Now let’s play out again a conversation with the police, focusing on how this technologically enabled self-help might affect their decision.
“There’s this avatar standing in the VR park, and he’s completely naked!”
“Why don’t you just hit the ‘dress up the avatar’ button?” the police officer asks. (Again, we assume an officer who knows something about VR.)
“I shouldn’t have to do that!,” you say. “He’s violating the law, and it isn’t up to me, the victim, to try to avoid that.”
And that’s a plausible argument, in theory; as you point out to the officer, “After all, ‘To say that one may avoid further offense by turning off the radio when he hears indecent language is like saying that the remedy for an assault is to run away after the first blow. One may hang up on an indecent phone call, but that option does not give the caller a constitutional immunity or avoid a harm that has already taken place.’ Justice Stevens said that, you know. In FCC v. Pacifica. Same for nudity as for vulgar language.”
But our police officer is not a theorist. “Are you telling me that you could have avoided this problem by clicking on a button,” he says, “and you’re bothering me? I have real crimes to deal with — ones in which the victims really need me to do something that they can’t do for themselves.”
Or, if the officer is a theorist, perhaps he is one of the economic rather than deontological variety. “You are the cheapest cost avoider here,” he says. “You can avoid the unwanted nudity with just a few clicks, whereas I would have to go through much more effort to prosecute it. I know that the criminal law does not usually formally focus on that; but, practically, it makes me reluctant to give your call a high priority.”

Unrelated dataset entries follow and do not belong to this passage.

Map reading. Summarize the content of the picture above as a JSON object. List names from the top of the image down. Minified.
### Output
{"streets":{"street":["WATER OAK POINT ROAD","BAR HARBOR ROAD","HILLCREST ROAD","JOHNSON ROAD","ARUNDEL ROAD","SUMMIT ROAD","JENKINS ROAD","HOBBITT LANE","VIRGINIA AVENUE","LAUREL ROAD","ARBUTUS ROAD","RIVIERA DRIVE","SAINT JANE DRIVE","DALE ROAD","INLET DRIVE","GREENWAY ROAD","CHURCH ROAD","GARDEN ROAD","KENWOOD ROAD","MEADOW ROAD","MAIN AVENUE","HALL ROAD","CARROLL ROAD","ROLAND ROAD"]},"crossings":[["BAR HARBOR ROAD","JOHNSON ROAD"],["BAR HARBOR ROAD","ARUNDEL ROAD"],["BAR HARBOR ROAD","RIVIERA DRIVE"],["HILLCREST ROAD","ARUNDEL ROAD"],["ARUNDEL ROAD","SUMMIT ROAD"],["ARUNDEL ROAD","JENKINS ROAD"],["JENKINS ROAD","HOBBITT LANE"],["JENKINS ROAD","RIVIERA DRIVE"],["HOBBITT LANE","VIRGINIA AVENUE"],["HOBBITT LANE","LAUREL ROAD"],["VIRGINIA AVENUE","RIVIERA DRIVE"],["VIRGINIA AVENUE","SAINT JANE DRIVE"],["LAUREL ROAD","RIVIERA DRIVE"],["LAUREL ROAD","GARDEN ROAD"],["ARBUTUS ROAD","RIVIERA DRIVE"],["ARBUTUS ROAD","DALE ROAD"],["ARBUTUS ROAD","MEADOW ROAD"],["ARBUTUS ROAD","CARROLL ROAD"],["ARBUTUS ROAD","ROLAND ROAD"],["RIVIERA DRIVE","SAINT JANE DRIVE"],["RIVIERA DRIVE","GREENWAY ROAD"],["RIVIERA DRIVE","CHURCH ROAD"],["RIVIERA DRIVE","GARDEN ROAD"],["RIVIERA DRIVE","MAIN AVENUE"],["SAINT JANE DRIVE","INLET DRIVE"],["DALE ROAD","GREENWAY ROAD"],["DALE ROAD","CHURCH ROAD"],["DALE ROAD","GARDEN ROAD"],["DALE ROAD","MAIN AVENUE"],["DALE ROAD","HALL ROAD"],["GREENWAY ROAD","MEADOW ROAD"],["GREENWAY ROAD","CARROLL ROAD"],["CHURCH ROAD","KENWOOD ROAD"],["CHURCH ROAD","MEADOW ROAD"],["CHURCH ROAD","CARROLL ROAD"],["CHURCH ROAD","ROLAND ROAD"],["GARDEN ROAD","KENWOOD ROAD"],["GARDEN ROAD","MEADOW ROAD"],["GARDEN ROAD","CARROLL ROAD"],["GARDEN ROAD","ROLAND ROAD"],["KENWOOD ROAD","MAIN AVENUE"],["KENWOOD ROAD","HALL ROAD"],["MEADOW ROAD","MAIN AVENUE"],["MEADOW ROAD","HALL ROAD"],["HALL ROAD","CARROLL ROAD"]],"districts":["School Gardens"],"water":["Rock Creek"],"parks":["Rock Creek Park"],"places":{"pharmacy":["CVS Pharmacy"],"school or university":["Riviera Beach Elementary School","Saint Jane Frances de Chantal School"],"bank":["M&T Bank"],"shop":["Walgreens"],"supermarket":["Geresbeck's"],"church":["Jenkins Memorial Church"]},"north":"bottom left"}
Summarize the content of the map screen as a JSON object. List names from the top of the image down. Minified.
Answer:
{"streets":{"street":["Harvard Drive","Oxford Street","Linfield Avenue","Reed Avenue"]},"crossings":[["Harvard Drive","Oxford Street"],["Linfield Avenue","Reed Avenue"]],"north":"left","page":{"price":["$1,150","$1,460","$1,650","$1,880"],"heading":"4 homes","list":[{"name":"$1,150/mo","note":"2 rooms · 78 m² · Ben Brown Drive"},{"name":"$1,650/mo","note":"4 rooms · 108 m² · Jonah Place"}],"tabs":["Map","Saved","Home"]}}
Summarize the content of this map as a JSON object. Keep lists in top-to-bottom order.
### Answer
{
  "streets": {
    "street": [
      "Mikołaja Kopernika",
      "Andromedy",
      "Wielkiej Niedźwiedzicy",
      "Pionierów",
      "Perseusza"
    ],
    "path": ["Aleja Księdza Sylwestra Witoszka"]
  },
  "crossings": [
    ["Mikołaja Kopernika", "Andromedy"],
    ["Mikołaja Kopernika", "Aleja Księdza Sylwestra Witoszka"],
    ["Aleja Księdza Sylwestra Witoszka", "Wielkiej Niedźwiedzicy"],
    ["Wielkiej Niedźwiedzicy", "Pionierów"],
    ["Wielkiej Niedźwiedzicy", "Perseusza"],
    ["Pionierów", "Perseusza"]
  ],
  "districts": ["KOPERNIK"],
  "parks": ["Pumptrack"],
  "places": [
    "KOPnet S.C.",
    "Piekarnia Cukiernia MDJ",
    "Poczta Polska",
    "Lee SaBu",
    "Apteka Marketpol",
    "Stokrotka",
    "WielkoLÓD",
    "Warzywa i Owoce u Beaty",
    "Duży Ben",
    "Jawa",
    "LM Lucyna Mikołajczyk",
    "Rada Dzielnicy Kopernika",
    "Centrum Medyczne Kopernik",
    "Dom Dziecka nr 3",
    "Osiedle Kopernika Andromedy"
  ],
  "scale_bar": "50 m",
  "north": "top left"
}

Now of course there are limits to this “you should have avoided the problem yourself” argument. Presumably if the crime is more serious — say, burglary — the police wouldn’t just say “your own fault for having left your front door unlocked, we won’t investigate the case.” But for minor enough crimes, and ones where the main worry is prevention going forward, the police are unlikely to invest many resources into such prevention when citizens can more effectively prevent the problem themselves.
And this tendency only increases as a result of the Bangladesh Problem. As arrest and prosecution become much more expensive for the police, and technologically enabled self-protection simultaneously becomes less expensive for citizens, the police are likely to become less interested in intervening, especially in cases that don’t seem to them to involve any “real” harm.